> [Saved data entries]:
►
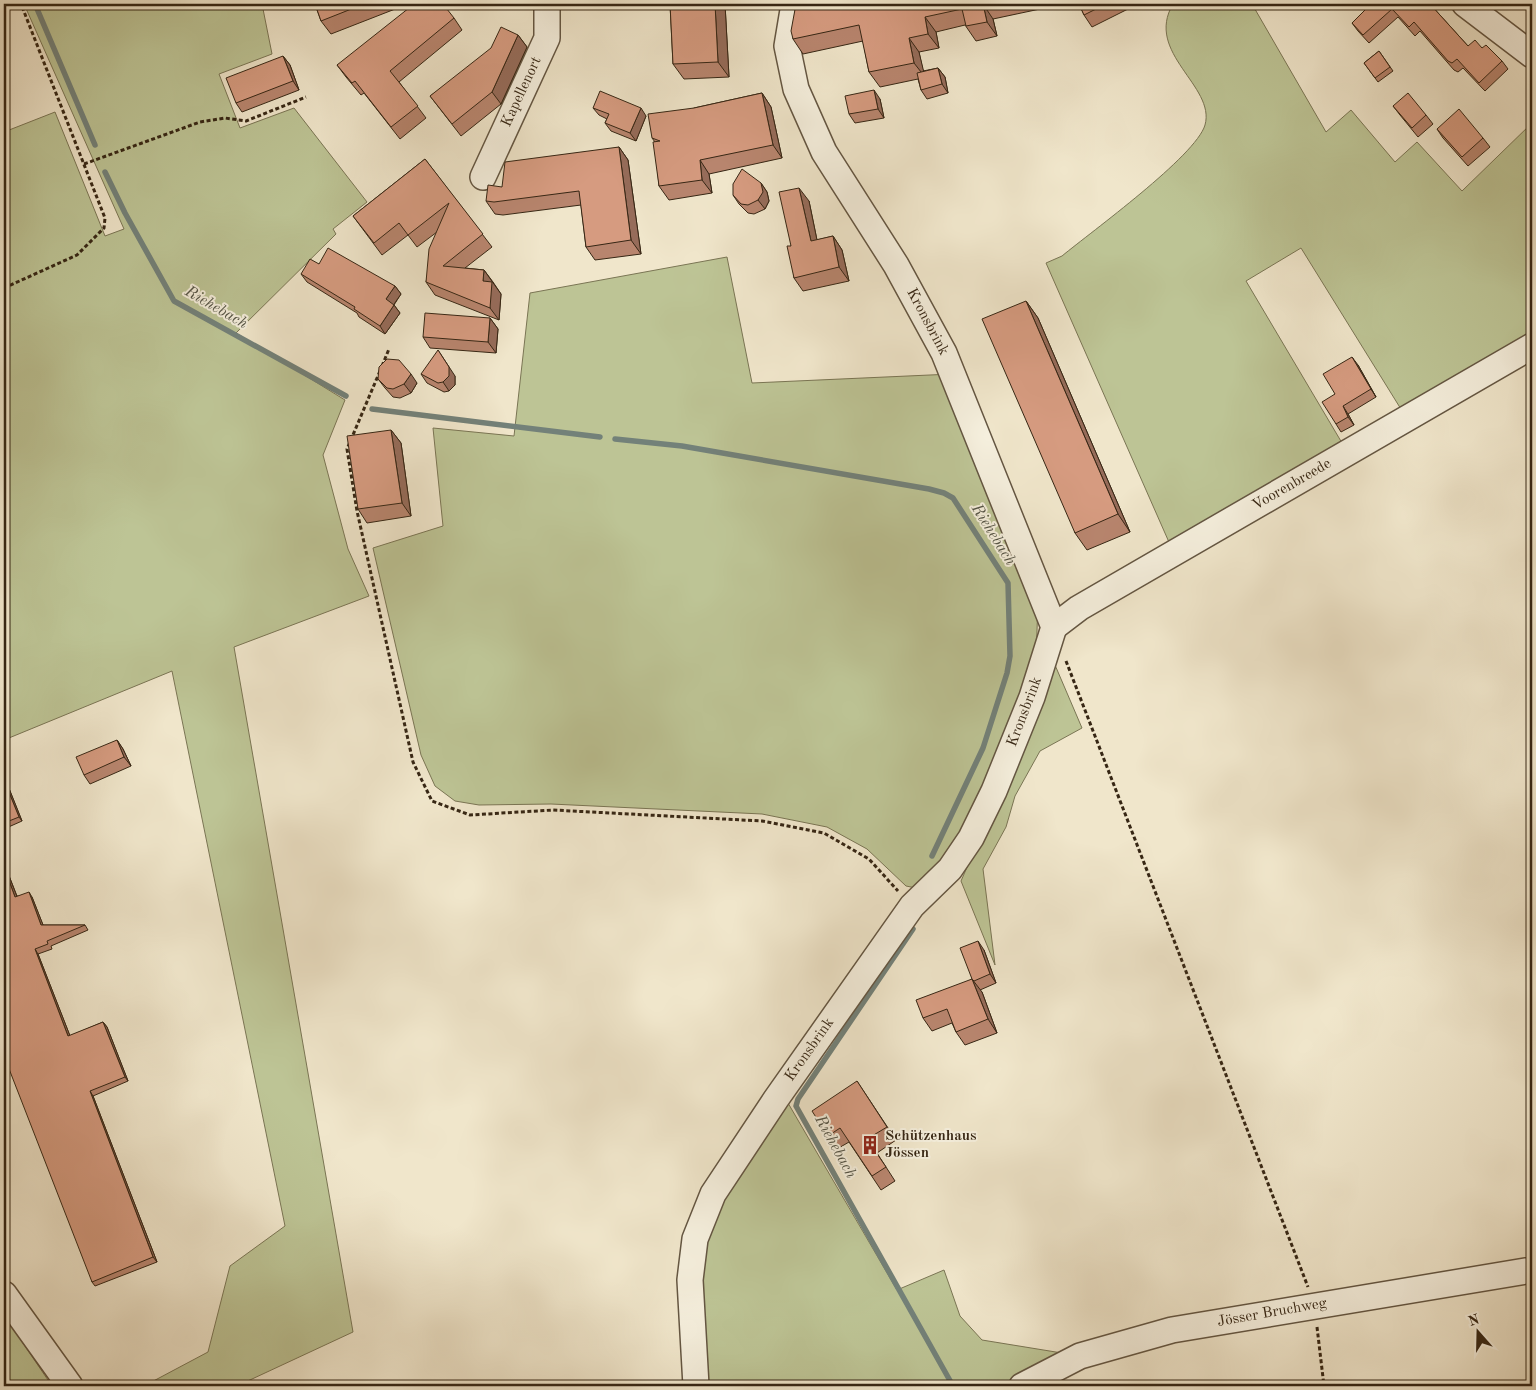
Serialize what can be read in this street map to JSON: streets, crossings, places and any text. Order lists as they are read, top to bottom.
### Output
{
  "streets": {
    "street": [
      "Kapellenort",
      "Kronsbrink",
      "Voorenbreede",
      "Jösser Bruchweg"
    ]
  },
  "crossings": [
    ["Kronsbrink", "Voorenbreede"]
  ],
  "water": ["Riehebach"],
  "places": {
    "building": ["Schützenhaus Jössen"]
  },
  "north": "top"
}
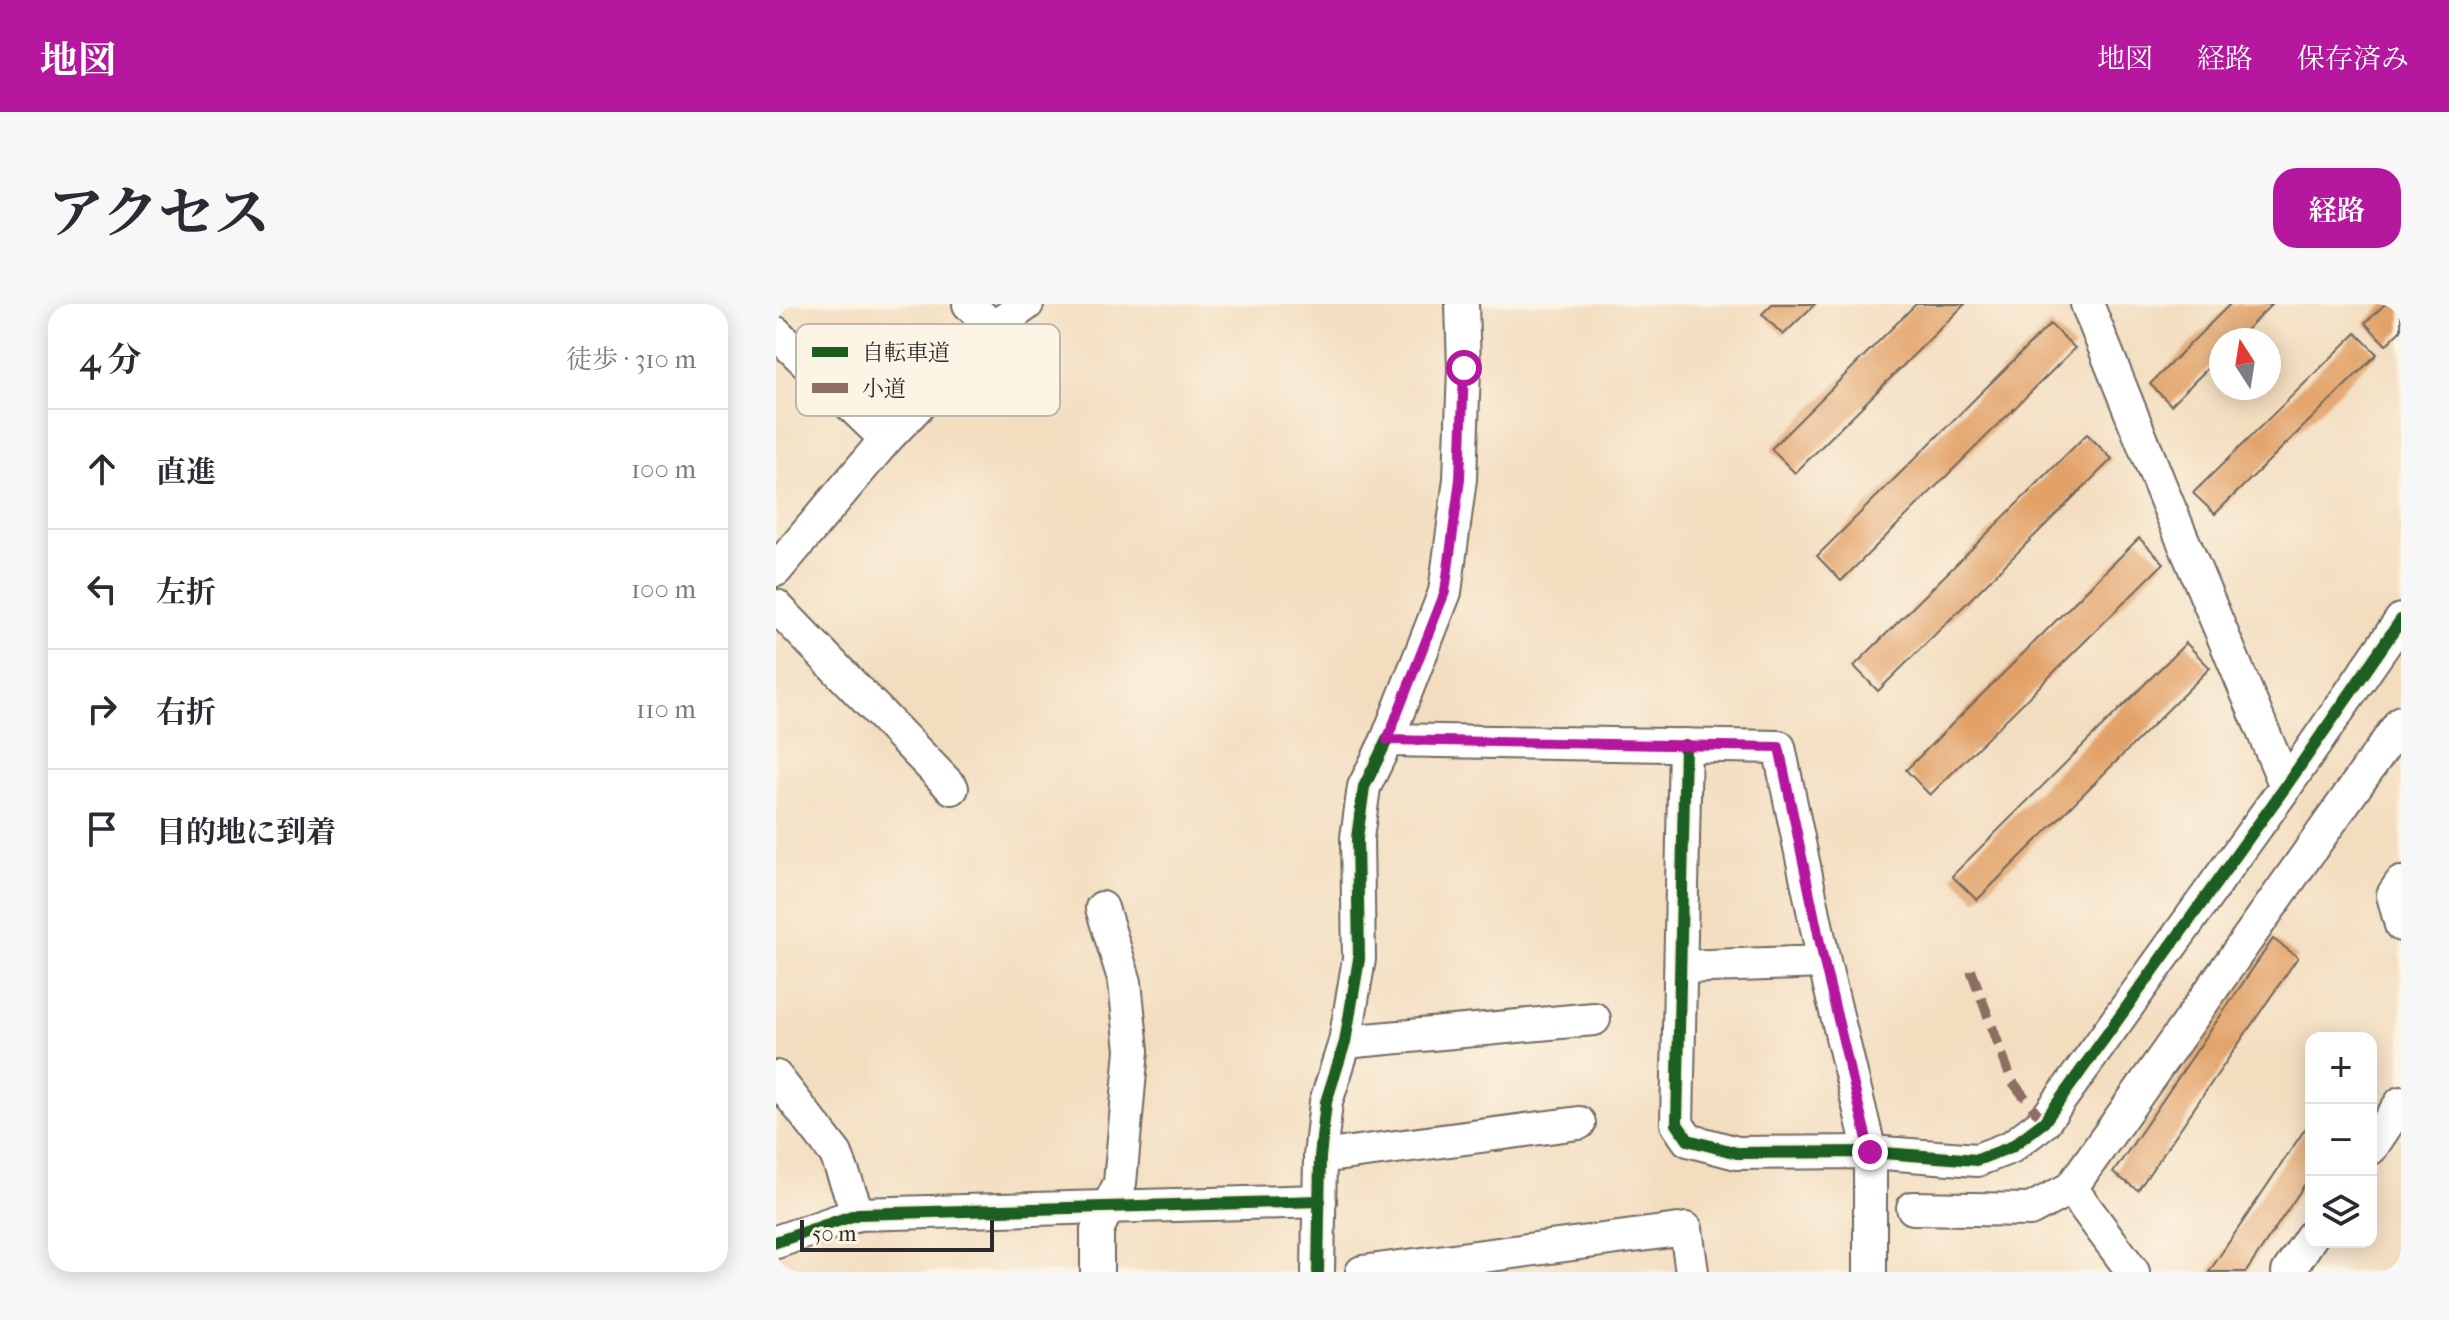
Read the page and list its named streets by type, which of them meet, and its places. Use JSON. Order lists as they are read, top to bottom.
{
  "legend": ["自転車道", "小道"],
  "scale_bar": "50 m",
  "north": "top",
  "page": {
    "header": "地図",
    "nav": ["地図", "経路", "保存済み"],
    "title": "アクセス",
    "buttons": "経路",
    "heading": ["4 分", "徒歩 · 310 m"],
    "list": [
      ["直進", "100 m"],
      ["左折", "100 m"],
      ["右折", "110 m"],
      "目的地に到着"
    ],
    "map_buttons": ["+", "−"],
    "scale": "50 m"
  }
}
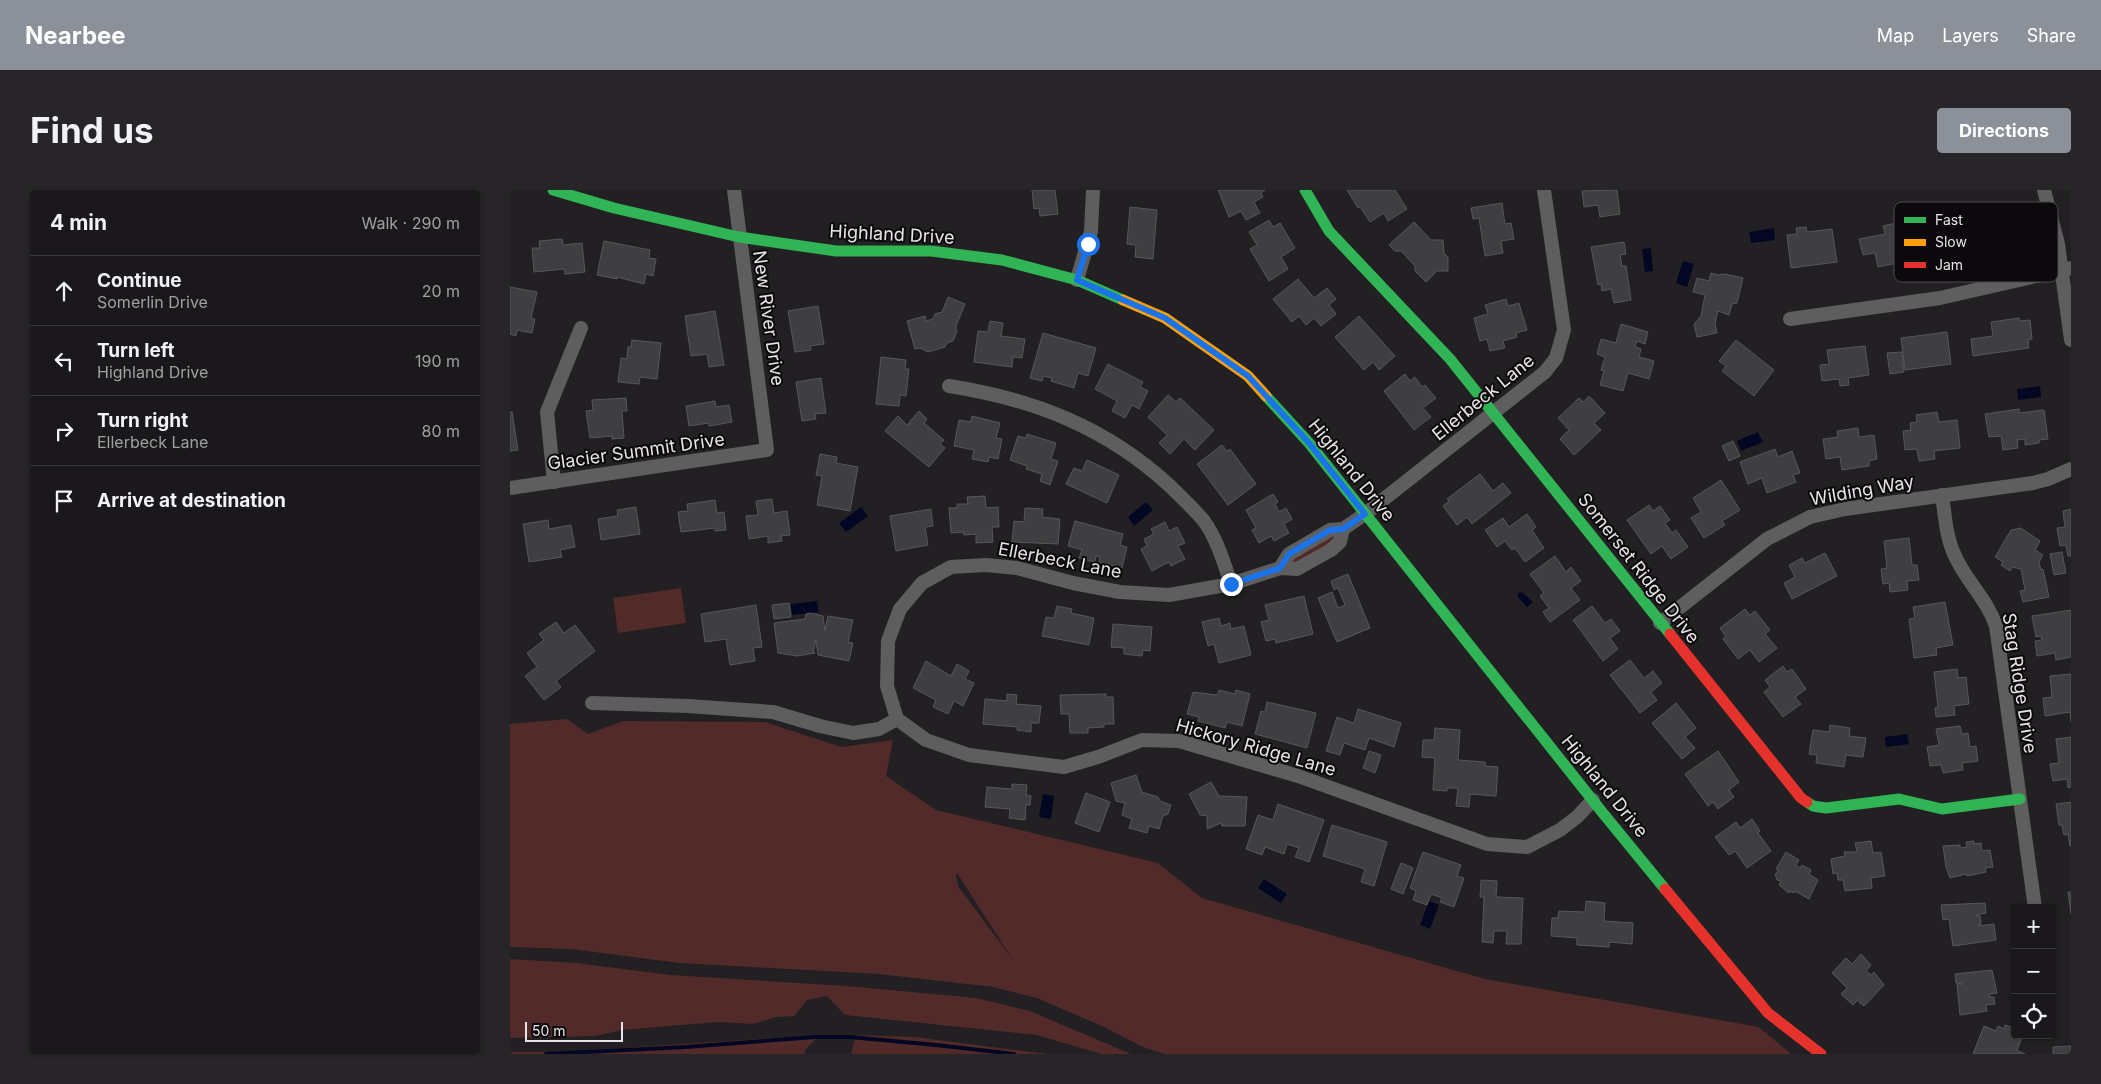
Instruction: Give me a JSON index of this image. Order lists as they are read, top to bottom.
◄
> [Problem details]: Transcribe all the lines above exactly, apart from the pictures.

> [Reply to the task]:
Serialize what can be read in this street map to JSON: streets, crossings, places and any text. Order lists as they are read, top to bottom.
### Output
{
  "streets": {
    "street": [
      "Kapellenort",
      "Kronsbrink",
      "Voorenbreede",
      "Jösser Bruchweg"
    ]
  },
  "crossings": [
    ["Kronsbrink", "Voorenbreede"]
  ],
  "water": ["Riehebach"],
  "places": {
    "building": ["Schützenhaus Jössen"]
  },
  "north": "top"
}
Read the page and list its named streets by type, which of them meet, and its places. Use JSON. Order lists as they are read, top to bottom.
{
  "legend": ["自転車道", "小道"],
  "scale_bar": "50 m",
  "north": "top",
  "page": {
    "header": "地図",
    "nav": ["地図", "経路", "保存済み"],
    "title": "アクセス",
    "buttons": "経路",
    "heading": ["4 分", "徒歩 · 310 m"],
    "list": [
      ["直進", "100 m"],
      ["左折", "100 m"],
      ["右折", "110 m"],
      "目的地に到着"
    ],
    "map_buttons": ["+", "−"],
    "scale": "50 m"
  }
}
Instruction: Give me a JSON index of this image. Order lists as they are read, top to bottom.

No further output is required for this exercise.